Porque, veamos, el día 15 de junio de 1808, el de la batalla de las Eras del Sepulcro -la segunda derrota francesa en la Península en razón de que la del Bruc fue la primera- había defendido la posición de la puerta de Sancho como la que más, arrojando piedras y adoquines a los enemigos desde la almena. Luego se había desplazado a la puerta del Portillo, donde auxilió a María Agustín que había recibido un fatídico balazo en el cuello que la dejaría manca para siempre, tan moza que era, y eso que todavía no se había fabricado su larga lanza, que entonces ya estuvo en todas las fortificaciones defendiéndolas y repartiendo el rancho que pagaba el gremio de sederos y se cocinaba en los fogones del hospital. Mientras se pudo distribuir, mientras fue posible, pues, para desdicha de todos, se terminaron las vituallas y cundió el hambre, la hambruna, para ser exactos, en la que se comió perro y gato. Y el 2 de julio, el día de la gesta de Agustina de Aragón fue la primera en felicitarla y, el 4, cuando la artillería enemiga derruyó el hospital y se quemó todo, estuvo al lado de la madre Rafols evacuando a los enfermos a otro lugar, en una penosa labor que duró varios días de ímprobo trabajo. Cierto que celebró, como el que más, que la francesada levantara el primer sitio y comió, qué comer, se dio un atracón cuando fue posible y cantó jotas y bailó de alegría, como todos los que sobrevivieron al embate de los invasores, a más de agradecer la victoria española a la Virgen del Pilar.

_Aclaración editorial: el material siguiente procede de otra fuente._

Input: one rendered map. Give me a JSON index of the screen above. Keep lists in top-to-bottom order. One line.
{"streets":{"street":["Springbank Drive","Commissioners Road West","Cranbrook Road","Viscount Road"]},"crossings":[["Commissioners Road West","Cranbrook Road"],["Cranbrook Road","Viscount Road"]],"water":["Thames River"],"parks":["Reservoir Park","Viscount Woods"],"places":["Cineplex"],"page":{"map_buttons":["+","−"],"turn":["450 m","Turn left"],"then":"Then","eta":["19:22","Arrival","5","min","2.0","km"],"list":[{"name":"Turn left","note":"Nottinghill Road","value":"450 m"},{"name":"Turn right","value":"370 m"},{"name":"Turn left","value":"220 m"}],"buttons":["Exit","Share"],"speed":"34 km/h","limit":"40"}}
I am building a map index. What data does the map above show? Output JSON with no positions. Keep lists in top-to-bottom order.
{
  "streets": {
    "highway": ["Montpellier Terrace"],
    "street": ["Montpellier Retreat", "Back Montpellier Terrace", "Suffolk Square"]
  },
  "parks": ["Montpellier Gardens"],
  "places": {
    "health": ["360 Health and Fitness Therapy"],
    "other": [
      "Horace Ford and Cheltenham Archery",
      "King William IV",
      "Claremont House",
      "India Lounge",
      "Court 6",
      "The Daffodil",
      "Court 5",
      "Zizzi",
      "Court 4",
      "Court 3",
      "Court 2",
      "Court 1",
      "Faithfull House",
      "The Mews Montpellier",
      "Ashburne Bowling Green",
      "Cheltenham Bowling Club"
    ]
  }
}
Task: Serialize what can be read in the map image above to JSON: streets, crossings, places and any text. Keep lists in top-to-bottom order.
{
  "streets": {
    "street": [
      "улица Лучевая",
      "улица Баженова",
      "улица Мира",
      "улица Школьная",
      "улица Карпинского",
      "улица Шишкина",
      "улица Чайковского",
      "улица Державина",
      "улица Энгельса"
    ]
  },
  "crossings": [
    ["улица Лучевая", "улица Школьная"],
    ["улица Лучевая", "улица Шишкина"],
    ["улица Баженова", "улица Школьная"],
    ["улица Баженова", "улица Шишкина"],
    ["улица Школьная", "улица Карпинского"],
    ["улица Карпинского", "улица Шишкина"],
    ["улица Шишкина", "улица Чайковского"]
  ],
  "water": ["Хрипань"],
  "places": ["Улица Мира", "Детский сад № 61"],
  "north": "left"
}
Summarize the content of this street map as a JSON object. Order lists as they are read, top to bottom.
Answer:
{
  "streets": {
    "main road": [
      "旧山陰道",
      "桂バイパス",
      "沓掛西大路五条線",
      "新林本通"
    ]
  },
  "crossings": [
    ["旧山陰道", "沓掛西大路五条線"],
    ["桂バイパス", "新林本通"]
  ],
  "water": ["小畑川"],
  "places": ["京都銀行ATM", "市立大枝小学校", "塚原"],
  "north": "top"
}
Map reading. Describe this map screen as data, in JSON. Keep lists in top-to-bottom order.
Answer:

En los meses que transcurrieron entre los dos sitios, la señora Casta no dejó un solo día de presentarse en la puerta de Sancho con su bayoneta a la espalda por ver lo que hubiere y ella misma participó en la destrucción del puente de barcas que los enemigos habían levantado sobre el Ebro para cruzar el río. Y ya volvió a sus mandados, a ayudar a la madre Rafols en el hospital y, cuando los gabachos volvieron por el mismo lugar que se habían ido, a hacer lo mismo que habían hecho, es decir, a sitiar Zaragoza, con su temible artillería reforzada y nuevas tácticas de guerra, ella, como mucha otra gente no rebló y, animosa, anduvo de acá para allá, viendo cómo los enemigos destrozaban los bastiones, conquistaban las puertas y penetraban en la ciudad para asentarse en los puntos estratégicos. Ella, desalojando los cadáveres de las camas y suelos del hospital, sobre todo a los muertos de la calentura pútrida, que eran muchos más que los de bala o metralla, sin temor a contagiarse.

Cuando en Zaragoza no cabía un muerto más, no había qué comer y pronto no habría gente para morir, y las autoridades decidieron solicitar la capitulación porque resistir no llevaba ya a ninguna parte en razón de que no había defensores ni qué defender, pues la ciudad era ruina, una de las personas que se opuso a aquel negocio fue la señora Casta y, seguramente, la primera que habló de rendición. Y en la torre de la puerta de Sancho, viendo pasar la comitiva de la capitulación: varios próceres andando, desarmados y con las manos vacías, sólo con la bendición verbal del capitán general Palafox, que hay que decir que se estaba muriendo en una cama, contagiado de la peste, rodeados de un piquete de soldados franceses, ella increpó desde la altura a aquella diputación y gritó varias veces lo de vencer o morir, sin que le escuchara nadie de la guarnición, pues que hombres y mujeres estaban más que agotados y deseaban que se terminara aquel horror, aunque viniera otro peor incluso, pues que ya se conocía cómo eran los enemigos tan dados a violar mujeres, a matar gentes por un quítame allá esas pajas y tan amantes del saqueo, aunque instalaran una guillotina en la plaza del Mercado y pasaran a todos los habitantes por ella.

Así las cosas, de nada valió que los angustiados vecinos intentaran convencer a Casta Álvarez de que todo estaba perdido, que era vano, que llamaba cobardes a los embajadores que iban a firmar la capitulación que no era otra cosa, según ella, que una rendición -cuando hay diferencia-, que gritaba como una posesa, hasta que el comandante del puesto la mandó a su casa y le prohibió acercarse por allá.

Cuando los franceses se instalaron en la ciudad, algunos quisieron conocer a aquella una mujer que llevaba una bayoneta clavada en un largo palo, pero la interesada no se dejó ver, pese a que su fama había llegado a los campamentos franceses.